Un Allemand, — illustre d’ailleurs, et justement illustre, — a quelque part écrit « qu’il n’avait été donné qu’aux Grecs et aux Germains de s’abreuver aux sources jaillissantes des vers et à la coupe d’or des Muses. » Je ne dirai de mal aujourd’hui ni des Germains ni des Grecs ; et je ne parlerai pas des Italiens, si ce n’est pour faire observer en passant que Pétrarque et Dante sont peut-être d’assez grands poètes, et de taille ou d’envergure à ne redouter aucune comparaison : l’épopée grecque elle-même a-t-elle rien qui soit au-dessus de la Divine Comédie ? Quand il laissait échapper cette boutade, le savant Mommsen, — car c’était lui, — oubliait en tout cas la poésie celtique, et nous, alors, il y a trente ans, ignorance ou modestie, nous n’en osions pas revendiquer les titres.
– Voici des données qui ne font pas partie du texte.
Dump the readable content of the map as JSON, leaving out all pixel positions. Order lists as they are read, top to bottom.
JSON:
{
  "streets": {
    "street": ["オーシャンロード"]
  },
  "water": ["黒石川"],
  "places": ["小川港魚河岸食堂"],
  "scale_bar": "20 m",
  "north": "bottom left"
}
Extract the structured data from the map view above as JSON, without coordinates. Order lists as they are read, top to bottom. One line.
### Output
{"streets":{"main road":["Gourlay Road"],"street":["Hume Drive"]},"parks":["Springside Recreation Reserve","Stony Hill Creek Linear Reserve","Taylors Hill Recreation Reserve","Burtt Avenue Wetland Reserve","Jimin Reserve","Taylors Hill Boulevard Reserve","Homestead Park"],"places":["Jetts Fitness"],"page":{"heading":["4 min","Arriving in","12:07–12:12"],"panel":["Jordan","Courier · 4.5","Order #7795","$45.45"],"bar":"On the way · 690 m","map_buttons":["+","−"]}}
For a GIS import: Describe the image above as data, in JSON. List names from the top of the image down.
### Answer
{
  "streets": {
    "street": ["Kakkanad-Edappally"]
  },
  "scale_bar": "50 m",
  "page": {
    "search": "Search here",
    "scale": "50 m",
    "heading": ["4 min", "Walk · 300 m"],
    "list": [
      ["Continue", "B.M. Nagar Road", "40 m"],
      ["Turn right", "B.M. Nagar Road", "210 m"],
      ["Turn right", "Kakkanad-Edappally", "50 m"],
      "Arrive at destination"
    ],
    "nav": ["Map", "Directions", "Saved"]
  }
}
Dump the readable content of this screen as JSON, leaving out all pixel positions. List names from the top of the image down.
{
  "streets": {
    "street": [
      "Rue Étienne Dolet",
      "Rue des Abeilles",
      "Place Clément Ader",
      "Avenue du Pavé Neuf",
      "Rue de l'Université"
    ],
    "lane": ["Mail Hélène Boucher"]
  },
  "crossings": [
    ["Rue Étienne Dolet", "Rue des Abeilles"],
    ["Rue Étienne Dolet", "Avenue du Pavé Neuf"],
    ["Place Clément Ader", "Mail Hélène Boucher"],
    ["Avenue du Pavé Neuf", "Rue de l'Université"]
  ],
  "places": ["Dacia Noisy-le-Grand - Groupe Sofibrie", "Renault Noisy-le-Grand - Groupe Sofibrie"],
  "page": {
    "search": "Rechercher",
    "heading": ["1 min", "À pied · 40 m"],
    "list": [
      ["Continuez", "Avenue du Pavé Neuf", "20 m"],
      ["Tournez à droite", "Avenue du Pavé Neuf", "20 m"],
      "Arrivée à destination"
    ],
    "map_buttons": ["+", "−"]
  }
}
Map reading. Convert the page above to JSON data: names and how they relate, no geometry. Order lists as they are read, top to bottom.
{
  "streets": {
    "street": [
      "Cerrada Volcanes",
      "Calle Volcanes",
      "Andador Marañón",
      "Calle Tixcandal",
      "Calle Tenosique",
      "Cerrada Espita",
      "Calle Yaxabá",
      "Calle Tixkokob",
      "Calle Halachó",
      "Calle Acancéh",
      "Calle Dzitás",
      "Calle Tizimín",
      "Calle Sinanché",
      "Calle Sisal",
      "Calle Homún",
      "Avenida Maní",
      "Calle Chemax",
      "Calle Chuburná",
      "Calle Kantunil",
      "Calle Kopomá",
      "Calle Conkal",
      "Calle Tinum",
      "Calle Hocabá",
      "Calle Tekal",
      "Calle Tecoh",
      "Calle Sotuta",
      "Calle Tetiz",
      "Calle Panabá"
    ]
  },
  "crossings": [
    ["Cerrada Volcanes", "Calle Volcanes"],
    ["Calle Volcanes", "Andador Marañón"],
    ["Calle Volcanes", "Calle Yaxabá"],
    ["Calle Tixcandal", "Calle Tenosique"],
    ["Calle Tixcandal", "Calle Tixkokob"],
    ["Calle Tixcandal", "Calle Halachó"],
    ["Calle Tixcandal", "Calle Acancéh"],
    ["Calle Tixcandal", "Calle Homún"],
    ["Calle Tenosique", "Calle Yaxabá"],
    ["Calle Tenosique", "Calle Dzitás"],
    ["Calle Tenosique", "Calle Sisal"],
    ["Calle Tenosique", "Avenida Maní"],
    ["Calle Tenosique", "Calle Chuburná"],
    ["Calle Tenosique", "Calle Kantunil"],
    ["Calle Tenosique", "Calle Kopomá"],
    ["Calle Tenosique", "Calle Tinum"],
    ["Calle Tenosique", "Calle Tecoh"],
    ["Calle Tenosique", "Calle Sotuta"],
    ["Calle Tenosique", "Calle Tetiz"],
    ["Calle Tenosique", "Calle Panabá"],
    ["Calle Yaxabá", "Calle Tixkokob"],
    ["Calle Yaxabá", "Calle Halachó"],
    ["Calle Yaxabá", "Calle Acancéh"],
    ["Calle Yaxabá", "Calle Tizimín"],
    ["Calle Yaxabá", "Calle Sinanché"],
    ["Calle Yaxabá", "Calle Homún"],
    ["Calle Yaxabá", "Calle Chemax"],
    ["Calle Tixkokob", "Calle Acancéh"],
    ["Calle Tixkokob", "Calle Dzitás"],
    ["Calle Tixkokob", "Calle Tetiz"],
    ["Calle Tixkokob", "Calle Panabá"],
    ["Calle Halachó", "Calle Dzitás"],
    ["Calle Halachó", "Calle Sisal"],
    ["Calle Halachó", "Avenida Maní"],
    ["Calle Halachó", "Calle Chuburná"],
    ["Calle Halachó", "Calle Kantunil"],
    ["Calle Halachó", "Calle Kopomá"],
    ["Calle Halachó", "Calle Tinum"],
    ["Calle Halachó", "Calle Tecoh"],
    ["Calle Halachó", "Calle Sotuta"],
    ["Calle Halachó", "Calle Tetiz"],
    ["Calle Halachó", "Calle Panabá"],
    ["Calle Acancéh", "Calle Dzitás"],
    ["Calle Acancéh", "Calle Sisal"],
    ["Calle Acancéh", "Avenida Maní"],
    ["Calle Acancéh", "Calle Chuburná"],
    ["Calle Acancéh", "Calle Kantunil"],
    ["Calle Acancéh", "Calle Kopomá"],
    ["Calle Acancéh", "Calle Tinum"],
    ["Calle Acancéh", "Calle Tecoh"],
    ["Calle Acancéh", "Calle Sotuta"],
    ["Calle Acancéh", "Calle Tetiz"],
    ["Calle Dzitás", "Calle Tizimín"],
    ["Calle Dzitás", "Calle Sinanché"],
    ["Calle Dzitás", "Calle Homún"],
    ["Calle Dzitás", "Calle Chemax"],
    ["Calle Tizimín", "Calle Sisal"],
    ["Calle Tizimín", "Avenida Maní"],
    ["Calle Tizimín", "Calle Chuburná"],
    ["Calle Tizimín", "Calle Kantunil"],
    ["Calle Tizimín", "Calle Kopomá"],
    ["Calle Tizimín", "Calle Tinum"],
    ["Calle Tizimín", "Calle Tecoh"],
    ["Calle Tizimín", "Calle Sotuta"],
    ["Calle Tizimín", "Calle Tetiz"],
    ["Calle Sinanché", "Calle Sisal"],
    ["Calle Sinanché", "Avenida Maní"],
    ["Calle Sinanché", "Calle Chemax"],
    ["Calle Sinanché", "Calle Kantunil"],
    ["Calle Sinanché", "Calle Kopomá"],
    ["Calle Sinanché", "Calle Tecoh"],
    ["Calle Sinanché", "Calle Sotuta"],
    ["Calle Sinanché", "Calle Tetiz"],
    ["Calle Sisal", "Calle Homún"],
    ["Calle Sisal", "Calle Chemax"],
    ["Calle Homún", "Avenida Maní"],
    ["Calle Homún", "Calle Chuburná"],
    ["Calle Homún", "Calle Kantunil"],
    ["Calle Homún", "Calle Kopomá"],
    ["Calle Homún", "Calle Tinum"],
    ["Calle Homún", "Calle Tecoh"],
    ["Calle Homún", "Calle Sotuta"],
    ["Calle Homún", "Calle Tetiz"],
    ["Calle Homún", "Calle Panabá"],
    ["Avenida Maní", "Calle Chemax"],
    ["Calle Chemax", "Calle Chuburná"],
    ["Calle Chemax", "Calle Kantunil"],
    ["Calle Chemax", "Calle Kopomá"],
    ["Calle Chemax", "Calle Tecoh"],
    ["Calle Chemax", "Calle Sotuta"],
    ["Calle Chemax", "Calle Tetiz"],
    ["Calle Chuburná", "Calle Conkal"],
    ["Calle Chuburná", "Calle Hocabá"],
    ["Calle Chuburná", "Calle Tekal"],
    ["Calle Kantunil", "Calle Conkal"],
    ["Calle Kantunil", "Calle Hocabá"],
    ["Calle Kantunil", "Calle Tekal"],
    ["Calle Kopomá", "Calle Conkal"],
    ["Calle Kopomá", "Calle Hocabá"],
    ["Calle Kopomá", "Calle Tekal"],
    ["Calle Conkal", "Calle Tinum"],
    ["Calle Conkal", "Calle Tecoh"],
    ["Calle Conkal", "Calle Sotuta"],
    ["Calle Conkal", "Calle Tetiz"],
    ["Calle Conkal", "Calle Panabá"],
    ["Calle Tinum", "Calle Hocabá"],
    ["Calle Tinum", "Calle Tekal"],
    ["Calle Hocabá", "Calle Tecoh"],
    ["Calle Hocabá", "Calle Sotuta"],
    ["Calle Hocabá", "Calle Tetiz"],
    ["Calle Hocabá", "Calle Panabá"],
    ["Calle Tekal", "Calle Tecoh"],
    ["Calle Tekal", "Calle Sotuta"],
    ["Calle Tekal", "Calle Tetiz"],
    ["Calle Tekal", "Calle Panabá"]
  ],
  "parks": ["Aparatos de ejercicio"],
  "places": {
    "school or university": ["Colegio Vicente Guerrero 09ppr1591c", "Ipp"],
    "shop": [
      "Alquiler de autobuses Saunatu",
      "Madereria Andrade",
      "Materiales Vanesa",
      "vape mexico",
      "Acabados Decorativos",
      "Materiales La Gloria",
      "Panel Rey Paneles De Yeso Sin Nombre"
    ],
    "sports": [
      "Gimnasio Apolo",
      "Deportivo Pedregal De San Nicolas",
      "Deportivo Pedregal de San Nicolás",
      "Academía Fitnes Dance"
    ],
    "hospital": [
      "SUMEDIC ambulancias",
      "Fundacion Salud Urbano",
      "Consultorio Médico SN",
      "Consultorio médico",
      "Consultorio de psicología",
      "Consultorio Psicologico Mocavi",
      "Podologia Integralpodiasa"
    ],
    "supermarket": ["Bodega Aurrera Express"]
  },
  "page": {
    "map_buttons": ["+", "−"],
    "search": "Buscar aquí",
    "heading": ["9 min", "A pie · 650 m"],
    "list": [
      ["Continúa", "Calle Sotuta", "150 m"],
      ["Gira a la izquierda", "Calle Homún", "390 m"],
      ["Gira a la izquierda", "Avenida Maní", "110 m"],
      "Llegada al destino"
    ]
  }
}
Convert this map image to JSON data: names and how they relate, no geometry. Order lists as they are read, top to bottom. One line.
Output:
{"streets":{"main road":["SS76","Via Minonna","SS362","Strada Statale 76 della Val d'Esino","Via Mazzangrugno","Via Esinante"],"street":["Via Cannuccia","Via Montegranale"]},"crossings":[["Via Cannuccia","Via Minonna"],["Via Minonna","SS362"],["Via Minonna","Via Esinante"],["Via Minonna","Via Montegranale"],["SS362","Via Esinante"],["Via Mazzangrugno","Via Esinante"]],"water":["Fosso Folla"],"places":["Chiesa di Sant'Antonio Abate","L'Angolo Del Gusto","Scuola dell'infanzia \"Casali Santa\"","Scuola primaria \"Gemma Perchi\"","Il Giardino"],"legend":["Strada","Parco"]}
Mais un autre Allemand, plus illustre encore, — puisque c’est Richard Wagner, — nous en a rendu le courage ; et, s’il y a d’autres sources de poésie, le monde entier convient présentement qu’il n’y en a ni de plus abondante, ni de plus originale que celle où l’Allemagne, lassée de ses Niebelungen, a elle-même puisé Tristan et Parsifal. C’est qu’il n’y en a pas dont la mélancolie douloureuse et passionnée, dont le caractère voluptueux et tragique, dont la tristesse enivrante réponde mieux à ce qu’il y a de plus profond dans les aspirations de l’âme contemporaine[3]. Et, Messieurs, n’est-ce pas ce que voulait dire Théophile Gautier quand il louait Chateaubriand d’avoir « inventé la mélancolie et la passion moderne » ? Non, Chateaubriand n’avait pas inventé la mélancolie moderne ; il l’avait « retrouvée ; » et, pour la retrouver, il n’avait eu qu’à écouter murmurer en lui les voix de la terre natale.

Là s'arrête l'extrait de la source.